▶ [TASK OBJECTIVE]: Once you have read the data below, write it all out exactly.

▶ [EXERCISE MATERIAL]:
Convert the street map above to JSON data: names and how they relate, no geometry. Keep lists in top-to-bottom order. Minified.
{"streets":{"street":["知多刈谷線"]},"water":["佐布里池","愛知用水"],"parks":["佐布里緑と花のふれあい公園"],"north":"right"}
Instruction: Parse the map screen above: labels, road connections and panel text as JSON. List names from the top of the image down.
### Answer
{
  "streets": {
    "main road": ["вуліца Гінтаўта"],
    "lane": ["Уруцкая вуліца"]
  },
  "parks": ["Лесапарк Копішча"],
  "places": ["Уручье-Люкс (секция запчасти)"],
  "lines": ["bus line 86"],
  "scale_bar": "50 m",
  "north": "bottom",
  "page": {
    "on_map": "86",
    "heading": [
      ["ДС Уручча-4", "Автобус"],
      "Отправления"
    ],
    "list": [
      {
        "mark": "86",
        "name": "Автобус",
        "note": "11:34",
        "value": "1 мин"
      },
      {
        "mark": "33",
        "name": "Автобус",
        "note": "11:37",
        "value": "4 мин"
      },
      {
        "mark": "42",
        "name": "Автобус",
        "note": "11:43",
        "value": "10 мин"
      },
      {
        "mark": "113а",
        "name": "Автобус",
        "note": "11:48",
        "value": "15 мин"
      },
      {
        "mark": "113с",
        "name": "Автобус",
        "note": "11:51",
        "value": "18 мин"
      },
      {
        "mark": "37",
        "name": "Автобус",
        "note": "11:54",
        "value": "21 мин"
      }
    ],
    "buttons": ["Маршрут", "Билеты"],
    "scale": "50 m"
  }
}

▶ [OUTPUT BELOW]:
Convert the street map above to JSON data: names and how they relate, no geometry. Keep lists in top-to-bottom order. Minified.
{"streets":{"street":["知多刈谷線"]},"water":["佐布里池","愛知用水"],"parks":["佐布里緑と花のふれあい公園"],"north":"right"}
Instruction: Parse the map screen above: labels, road connections and panel text as JSON. List names from the top of the image down.
### Answer
{
  "streets": {
    "main road": ["вуліца Гінтаўта"],
    "lane": ["Уруцкая вуліца"]
  },
  "parks": ["Лесапарк Копішча"],
  "places": ["Уручье-Люкс (секция запчасти)"],
  "lines": ["bus line 86"],
  "scale_bar": "50 m",
  "north": "bottom",
  "page": {
    "on_map": "86",
    "heading": [
      ["ДС Уручча-4", "Автобус"],
      "Отправления"
    ],
    "list": [
      {
        "mark": "86",
        "name": "Автобус",
        "note": "11:34",
        "value": "1 мин"
      },
      {
        "mark": "33",
        "name": "Автобус",
        "note": "11:37",
        "value": "4 мин"
      },
      {
        "mark": "42",
        "name": "Автобус",
        "note": "11:43",
        "value": "10 мин"
      },
      {
        "mark": "113а",
        "name": "Автобус",
        "note": "11:48",
        "value": "15 мин"
      },
      {
        "mark": "113с",
        "name": "Автобус",
        "note": "11:51",
        "value": "18 мин"
      },
      {
        "mark": "37",
        "name": "Автобус",
        "note": "11:54",
        "value": "21 мин"
      }
    ],
    "buttons": ["Маршрут", "Билеты"],
    "scale": "50 m"
  }
}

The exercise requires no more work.